Story #2: How We Met and Built a Life Together

" Getting married to Hatsuko was not easy "

After a year of prep, I entered Ehime University’s Department of Electrical Engineering in 1969, close to familiar Matsuyama Castle. My main interests were music and electronics, so I applied, thinking it was a similar field, only to find out on the entrance day that the university had just established a new Department of Electronics.

Undeterred, I joined the amateur radio club, where they also taught electronics—a perfect fit for my love of machines. At the orientation, I noticed one of the only two female students in engineering, a student from the electronics department I had wanted to join.

One day, after briefly returning to my dorm, I went to a nearby used bookstore to buy textbooks. There, I unexpectedly ran into the same woman I’d met earlier at the amateur radio club. We exchanged a few words, and, realizing we were after similar books, decided to go together to a nearby bookstore, “Haruya.” This was how I met Hatsuko Hashimoto, my future wife. She was from Tokushima, and as I guided her around Matsuyama, we quickly became close.

My student days with Hatsuko and friends flew by, and I eventually joined Saishiba Electric, a Toshiba-affiliated company in Himeji, Hyogo Prefecture. Meanwhile, Hatsuko stayed true to her goals and became a programmer at Takachiho Burroughs (now Nihon Unisys) in Tokyo.

Though I never officially proposed, by this time we had begun talking about a future together and marriage. With me in Himeji and Hatsuko in Tokyo, we were in a long-distance relationship. There were no cell phones, and although the Shinkansen had just been extended to Okayama, Tokyo still felt like a distant place for a young couple like us. It was a temporary farewell.

After two years of a long-distance relationship, Hatsuko and I decided to marry. However, getting married to Hatsuko was not easy.

Her family, which follows a matriarchal tradition, strongly opposed our union. As the eldest daughter, Hatsuko’s family name had been passed down for generations, and her husband traditionally adopted it. As the eldest son of the Ukigawa family, I couldn’t easily change my name. We knew her family, especially her grandmother, would oppose our marriage, but I was determined to marry Hatsuko. With support from her father, Akira, who understood our dilemma, we gained her family’s approval.

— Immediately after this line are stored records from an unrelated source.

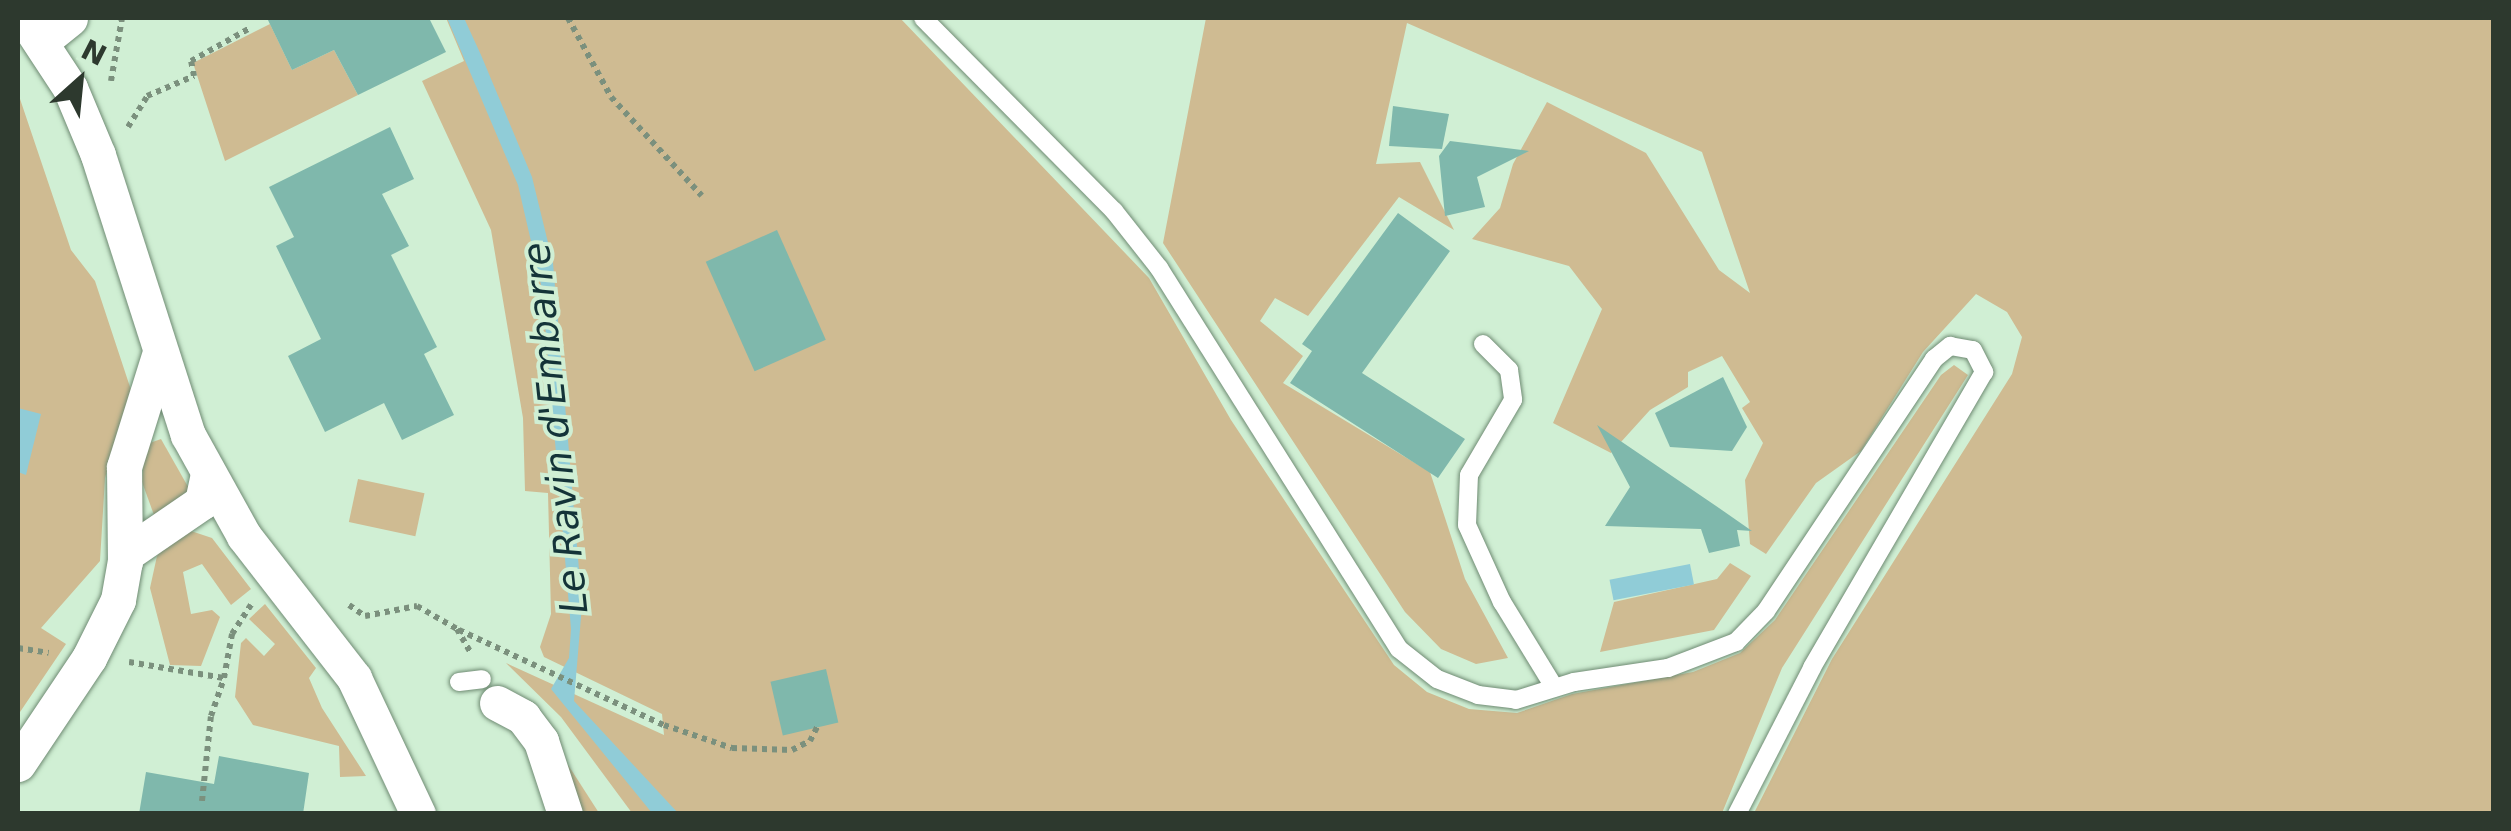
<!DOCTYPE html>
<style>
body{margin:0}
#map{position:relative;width:2511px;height:831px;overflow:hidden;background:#d0efd4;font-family:"DejaVu Sans",sans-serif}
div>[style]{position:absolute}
.green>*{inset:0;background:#cfbb92;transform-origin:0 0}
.water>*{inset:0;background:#90ccd7;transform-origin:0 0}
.building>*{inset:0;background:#7fb8ac;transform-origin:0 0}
.path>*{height:6px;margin-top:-3px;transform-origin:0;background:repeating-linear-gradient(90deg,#7b907d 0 5px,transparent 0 10px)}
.roads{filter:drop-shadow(0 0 2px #6f8b73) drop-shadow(0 0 2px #6f8b73)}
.lane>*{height:18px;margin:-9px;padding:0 9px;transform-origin:9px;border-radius:9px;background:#fff}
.street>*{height:35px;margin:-17.5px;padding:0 17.5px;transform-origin:17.5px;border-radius:17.5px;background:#fff}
span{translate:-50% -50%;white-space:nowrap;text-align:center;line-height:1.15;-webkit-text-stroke:8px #d0efd4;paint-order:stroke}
.water-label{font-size:38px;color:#143338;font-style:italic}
.frame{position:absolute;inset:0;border:20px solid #2d392e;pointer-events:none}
.north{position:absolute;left:30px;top:30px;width:100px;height:100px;-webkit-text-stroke:8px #d0efd4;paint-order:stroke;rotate:27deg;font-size:28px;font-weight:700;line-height:40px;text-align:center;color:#2d392e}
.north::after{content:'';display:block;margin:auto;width:35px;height:45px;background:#2d392e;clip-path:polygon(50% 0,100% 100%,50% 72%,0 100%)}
</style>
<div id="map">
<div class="green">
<i style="clip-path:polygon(446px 18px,900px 18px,1149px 278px,1231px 420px,1394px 665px,1427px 692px,1469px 709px,1517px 713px,1572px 694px,1693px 672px,1740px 653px,1775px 620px,1941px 375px,1954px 365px,1968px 375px,1782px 668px,1722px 813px,632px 813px,561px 717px,506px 663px,664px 735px,662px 714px,544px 657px,540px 647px,551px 614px,548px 493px,525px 491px,523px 418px,491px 230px,422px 81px,464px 61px)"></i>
<i style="clip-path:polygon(1206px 18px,2493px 18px,2493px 813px,1754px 813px,1832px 659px,2012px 374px,2022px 337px,2007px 312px,1976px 294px,1923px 352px,1861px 451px,1816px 483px,1766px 554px,1750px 544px,1745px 480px,1763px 443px,1742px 408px,1750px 402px,1722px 356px,1688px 372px,1688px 387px,1650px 410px,1611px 453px,1553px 423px,1602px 309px,1569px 266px,1472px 239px,1500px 208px,1513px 164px,1547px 102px,1646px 153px,1719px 270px,1750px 293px,1702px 152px,1407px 23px,1376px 164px,1420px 162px,1454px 230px,1399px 197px,1308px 316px,1275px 298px,1260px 321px,1303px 356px,1283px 383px,1430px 472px,1465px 579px,1508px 658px,1476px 664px,1441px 649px,1405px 612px,1163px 243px)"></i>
<i style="clip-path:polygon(270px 24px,292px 70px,334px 50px,358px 95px,225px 161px,193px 63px)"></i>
<i style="clip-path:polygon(18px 93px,71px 250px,95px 281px,131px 390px,105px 478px,100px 561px,41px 628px,66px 644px,18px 715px)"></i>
<i style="clip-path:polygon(161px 439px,191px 492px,154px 515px,142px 482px,144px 455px,147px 444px)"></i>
<i style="left:358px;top:479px;width:68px;height:44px;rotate:12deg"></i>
<i style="clip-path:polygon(182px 528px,212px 538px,251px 589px,231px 605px,202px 564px,183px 572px,191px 614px,212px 610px,220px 617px,201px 666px,170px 665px,150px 588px,157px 556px)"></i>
<i style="clip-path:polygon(1730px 563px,1751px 576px,1714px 630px,1600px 652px,1614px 602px,1717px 579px)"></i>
<i style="clip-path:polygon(265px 604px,316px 668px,309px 678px,322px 708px,366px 776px,340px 777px,339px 746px,253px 725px,235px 697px,241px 643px,246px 638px,264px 656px,275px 644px,249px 619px)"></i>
<i style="clip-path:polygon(543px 729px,572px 771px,599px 813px,570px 813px)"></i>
</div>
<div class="water">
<i style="clip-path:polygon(447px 18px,464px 18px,481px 55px,532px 177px,553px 263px,582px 605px,574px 701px,678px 813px,652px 813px,551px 689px,569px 658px,571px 629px,542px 289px,518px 185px)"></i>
<i style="clip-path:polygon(18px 408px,41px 414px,26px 475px,18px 472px)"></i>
<i style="left:1690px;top:564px;width:21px;height:82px;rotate:79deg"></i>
</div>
<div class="building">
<i style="clip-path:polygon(267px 18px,429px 18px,446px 52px,358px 95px,334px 50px,292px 70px)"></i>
<i style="clip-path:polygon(1393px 106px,1449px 114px,1442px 149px,1389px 146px)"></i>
<i style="clip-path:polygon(390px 127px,414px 179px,382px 194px,409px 246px,391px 255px,437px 347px,424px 354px,454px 415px,402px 440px,384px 403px,325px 432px,288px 356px,321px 339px,276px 246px,294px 237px,269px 187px)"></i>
<i style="clip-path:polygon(1450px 141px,1529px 151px,1477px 177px,1485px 207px,1445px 216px,1439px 156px)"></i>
<i style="clip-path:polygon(1398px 213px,1450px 251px,1362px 373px,1465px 439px,1438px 478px,1290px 383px,1312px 351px,1302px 344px)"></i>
<i style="left:777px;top:230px;width:120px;height:78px;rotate:66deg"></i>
<i style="clip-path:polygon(1723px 377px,1747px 427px,1732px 451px,1670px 447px,1655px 413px)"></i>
<i style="clip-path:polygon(1597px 425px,1719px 508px,1752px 531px,1737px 530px,1740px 546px,1709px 553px,1701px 529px,1605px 526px,1630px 487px)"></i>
<i style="left:826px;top:669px;width:55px;height:57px;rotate:77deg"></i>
<i style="clip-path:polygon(219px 756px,309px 773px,303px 814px,139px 814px,146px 772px,214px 784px)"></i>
</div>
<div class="path">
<i style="left:568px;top:18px;width:90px;rotate:61.4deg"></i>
<i style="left:611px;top:97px;width:134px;rotate:47.4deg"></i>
<i style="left:111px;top:81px;width:64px;rotate:-80.1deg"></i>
<i style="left:128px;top:127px;width:36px;rotate:-58deg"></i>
<i style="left:147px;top:96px;width:51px;rotate:-23.1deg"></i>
<i style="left:194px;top:76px;width:15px;rotate:-101deg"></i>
<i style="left:191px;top:61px;width:68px;rotate:-29.2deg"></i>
<i style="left:349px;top:605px;width:19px;rotate:35deg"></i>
<i style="left:365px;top:616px;width:53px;rotate:-10.9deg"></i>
<i style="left:417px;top:606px;width:46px;rotate:29.9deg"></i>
<i style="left:457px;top:629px;width:28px;rotate:60deg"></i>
<i style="left:459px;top:630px;width:226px;rotate:24.9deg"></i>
<i style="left:664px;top:725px;width:72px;rotate:18.7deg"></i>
<i style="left:732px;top:748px;width:60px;rotate:1.9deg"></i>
<i style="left:792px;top:750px;width:20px;rotate:-27deg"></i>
<i style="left:810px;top:741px;width:16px;rotate:-63deg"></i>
<i style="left:18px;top:648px;width:31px;rotate:9deg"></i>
<i style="left:129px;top:662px;width:96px;rotate:9.6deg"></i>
<i style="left:224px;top:678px;width:45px;rotate:-79.7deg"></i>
<i style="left:232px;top:634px;width:35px;rotate:-57deg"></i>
<i style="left:202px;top:801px;width:85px;rotate:-84deg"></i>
<i style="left:211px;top:716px;width:40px;rotate:-71.1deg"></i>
</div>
<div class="roads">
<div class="lane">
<i style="left:923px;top:18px;width:272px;rotate:45.3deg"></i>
<i style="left:1114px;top:211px;width:73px;rotate:51.7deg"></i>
<i style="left:1159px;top:268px;width:450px;rotate:57.8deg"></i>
<i style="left:1399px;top:649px;width:48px;rotate:38.3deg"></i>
<i style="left:1437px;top:679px;width:44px;rotate:21.3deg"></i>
<i style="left:1478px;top:695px;width:38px;rotate:7deg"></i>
<i style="left:1516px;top:700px;width:61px;rotate:-17.2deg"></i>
<i style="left:1574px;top:682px;width:95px;rotate:-8.5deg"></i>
<i style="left:1668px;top:668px;width:73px;rotate:-20.9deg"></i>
<i style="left:1736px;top:642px;width:43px;rotate:-45.9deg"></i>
<i style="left:1766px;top:611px;width:303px;rotate:-56.3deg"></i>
<i style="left:1934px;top:359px;width:21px;rotate:-39deg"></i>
<i style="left:1950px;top:346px;width:23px;rotate:10deg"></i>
<i style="left:1973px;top:350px;width:25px;rotate:63deg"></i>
<i style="left:1984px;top:372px;width:342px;rotate:120.2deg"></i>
<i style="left:1812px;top:668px;width:164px;rotate:117.2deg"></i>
<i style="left:1483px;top:344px;width:37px;rotate:45deg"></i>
<i style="left:1509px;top:370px;width:30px;rotate:82deg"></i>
<i style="left:1513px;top:400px;width:87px;rotate:120.4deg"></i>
<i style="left:1469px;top:475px;width:50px;rotate:92.3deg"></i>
<i style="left:1467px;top:525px;width:85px;rotate:65.6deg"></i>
<i style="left:1502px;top:602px;width:100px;rotate:58.5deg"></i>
<i style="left:459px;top:682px;width:23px;rotate:-7deg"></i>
</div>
<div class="street">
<i style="left:24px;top:18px;width:84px;rotate:56.7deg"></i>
<i style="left:70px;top:88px;width:73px;rotate:67.3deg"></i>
<i style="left:98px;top:155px;width:294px;rotate:72.2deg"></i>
<i style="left:188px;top:435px;width:115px;rotate:61deg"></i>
<i style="left:244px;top:536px;width:180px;rotate:52.2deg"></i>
<i style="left:354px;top:678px;width:150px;rotate:64.8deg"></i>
<i style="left:42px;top:41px;width:36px;rotate:-39deg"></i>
<i style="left:126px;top:554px;width:92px;rotate:-34.4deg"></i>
<i style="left:202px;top:502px;width:30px;rotate:-78deg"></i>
<i style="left:497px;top:703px;width:30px;rotate:28deg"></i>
<i style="left:523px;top:717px;width:30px;rotate:53deg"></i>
<i style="left:541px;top:741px;width:77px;rotate:71.8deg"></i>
<i style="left:18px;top:764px;width:128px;rotate:-56.2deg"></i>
<i style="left:89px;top:658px;width:65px;rotate:-63.4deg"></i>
<i style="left:118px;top:600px;width:39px;rotate:-80deg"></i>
<i style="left:125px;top:562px;width:95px;rotate:-90.6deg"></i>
<i style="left:124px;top:467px;width:117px;rotate:-72.6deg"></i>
</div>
</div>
<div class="water-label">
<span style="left:556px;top:428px;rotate:-96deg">Le Ravin d'Embarre</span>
</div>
<div class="frame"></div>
<div class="north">N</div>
</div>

Thanks to Akira, Hatsuko and I married, and I’m grateful to her family for accepting me, even her grandmother, who initially opposed us. We held our wedding in Takamatsu, a neutral city, and later moved into a company apartment in Aboshi, Himeji. Though modest, it gave us stability, and I enjoyed my work in marine systems design. Things changed when Hatsuko secured a job as a computer programmer with a Toshiba agency.